Apertura de los 'Avecindamientos discretos'

Artículo de Sam Ladiv publicado en el nº 1 del especial Avecindamientos discretos.

<< Estamos a viernes, 16 de abril, noche de la apertura. Una gran multitud se pasea por el Espai. Es sin duda un verdadero éxito. Finalmente descubrimos la exposición Avecindamientos discretos, que ahora sabemos que durará varias semanas; algunos dicen que hasta doce. Todo lo que vemos y aprendemos a ver esta noche evolucionará con el tiempo, como un cuerpo en constante mutación. Pero aunque estemos mejor informados sobre el desarrollo del proyecto, el misterio sobre su sentido general sigue sin desvelarse. No sabemos todavía hacia dónde pretenden llevarnos los organizadores y los artistas. Pero ¿lo saben siquiera ellos mismos?
Cada vez se hace más evidente que Avecindamientos discretos está sacando a la palestra un conflicto entre la realidad y una cierta forma de ficción, o, dicho de otra manera, que se trata de hacer visible la duplicación de lo real. Al preguntársele por un posible significado oculto, Jordi Vidal habla “de la luz que pasa a través de un cristal y se bifracta en dos haces, uno de los cuales evoca la historia oficial y el otro su representación ficticia”. Cita a un escritor estadounidense, Thomas Pynchon. Una cosa es de todas formas cierta, aunque no tengamos todas las cartas en la mano: la travesía por el Espai en su versión modificada es de gran belleza plástica; a lo largo de su periplo, los espectadores se desdoblan, como apariciones fantasmales, sobre una de las paredes del centro, cubierta hasta dos tercios de su altura por Bernard Bazile con una pintura lijada y barnizada. Una pintura cuyo estado, llevado a un grado extremo de brillo, provoca en el visitante una sensación de irrealidad y realidad al mismo tiempo. En tres de las esquinas, los bordes de las paredes del Espai se han transformado en curvas de mayor o menor amplitud: curvas que nos dan el sentimiento y la sensación de estar proyectadas en un circuito. Pero la aceleración a la que deberíamos estar expuestos nos incita contradictoriamente a volvernos a mostrar disponibles a deambular, a dar un paseo donde todo puede suceder de nuevo. Y en ese deambular no logramos determinar si no somos más que meros reflejos, y en tal caso, de quién somos reflejo.
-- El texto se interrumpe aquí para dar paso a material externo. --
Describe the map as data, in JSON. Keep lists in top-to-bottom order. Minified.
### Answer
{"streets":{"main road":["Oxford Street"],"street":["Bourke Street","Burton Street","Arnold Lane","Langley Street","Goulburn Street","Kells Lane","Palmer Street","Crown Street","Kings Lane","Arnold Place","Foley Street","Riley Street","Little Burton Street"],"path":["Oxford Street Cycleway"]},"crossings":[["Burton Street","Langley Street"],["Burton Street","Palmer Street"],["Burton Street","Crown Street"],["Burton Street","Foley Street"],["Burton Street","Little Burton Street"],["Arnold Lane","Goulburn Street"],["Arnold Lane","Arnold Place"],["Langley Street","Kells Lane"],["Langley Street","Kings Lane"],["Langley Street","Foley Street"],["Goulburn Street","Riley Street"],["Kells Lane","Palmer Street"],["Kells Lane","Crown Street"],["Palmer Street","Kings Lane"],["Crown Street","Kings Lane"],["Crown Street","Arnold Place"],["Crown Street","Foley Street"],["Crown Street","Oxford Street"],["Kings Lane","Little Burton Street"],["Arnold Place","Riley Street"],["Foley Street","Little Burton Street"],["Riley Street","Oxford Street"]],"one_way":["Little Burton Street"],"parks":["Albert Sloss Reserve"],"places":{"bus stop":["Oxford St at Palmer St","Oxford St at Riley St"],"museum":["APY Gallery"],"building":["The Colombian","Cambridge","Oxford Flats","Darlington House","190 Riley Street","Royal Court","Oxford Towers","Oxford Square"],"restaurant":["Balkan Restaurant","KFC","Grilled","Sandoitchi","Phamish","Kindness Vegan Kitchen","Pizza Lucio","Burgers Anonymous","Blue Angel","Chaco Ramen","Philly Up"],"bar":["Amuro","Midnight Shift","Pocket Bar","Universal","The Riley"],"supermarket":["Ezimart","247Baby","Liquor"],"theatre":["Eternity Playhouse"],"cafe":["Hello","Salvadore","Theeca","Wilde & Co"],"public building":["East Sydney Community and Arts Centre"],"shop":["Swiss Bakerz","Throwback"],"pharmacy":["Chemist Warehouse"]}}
En ese momento surge Yola Berrocal, a propósito de la estructura central del Espai. Nuestras miradas la captan en las alturas. Se nos presenta, cual princesa de cuento, en lo alto de su torre. Pero se trata de una princesa venida a menos que se habría puesto para la ocasión, y vistos sus orígenes mediáticos, el traje de Superman. Da vueltas a lo largo de la estructura, aparece y desaparece, mientras que simultáneamente una proyección nos enfrenta a un sueño de Beuys, donde la rosa, la rosa de los encantamientos, espera tal vez a su Yola. La estrella mediática, que representa para muchos el imaginario de la época, la estrella del pueblo, Yola, la estrella de aquellas y aquellos que no tendrán sus cinco minutos de fama televisada, recorre, o más bien parece atravesar, los espacios que nos cubren. Y su alejamiento espacial, a pesar de su traje de Superman, nos hace entender que se trata aquí menos de ironía que de melancolía. Ella sostiene una pancarta donde puede leerse “Antonio Ortega cree en los juicos paralelos”. Gira así diez veces, en el sentido contrario a las agujas del reloj (Anti Clock Wise: ACW), a favor de la resolución del caso Rumasa.
Cuando habla de Yola Berrocal, Antonio Ortega dice que ella es su musa, o su alter ego: siente como un elemento vital el entusiasmo de aquella por una carrera artística. Reconoce que esta explicación es quizá demasiado oficialista, pero remarca que trabajar con Yola le hace ganar intensidad y entusiasmo, como si le hiciera volverse más eficiente, como si Yola fuera una “metáfora” de su propia vida. Antonio Ortega afirma no haber buscado un valor estético en la performance de Yola. Se jacta, además, de mostrarse indiferente tanto a la forma como a la atracción estética. Eso es al menos lo que declara. Pero él mismo reconoce, contradictoriamente, que de esta manera ha producido, a pesar de sí mismo, una imagen fascinante, dotada de un gran poder estético. Cree, además, que su forma de ser sobrio en su trabajo conviene a Yola.
Paralelamente a la performance de Yola Berrocal, Antonio Ortega propone un vídeo en que una actriz, Sheila Fernández, encarna a José María Ruiz-Mateos, figura clave del caso Rumasa. Este último realiza un inventario, un balance de su vida, en forma de monólogo. Pasa revista a los acontecimientos y aspectos más destacados de su vida y las tres etapas por las que pasó: lo que fue hace mucho tiempo, un tímido; el disfraz y el populismo; y, finalmente, la resignación.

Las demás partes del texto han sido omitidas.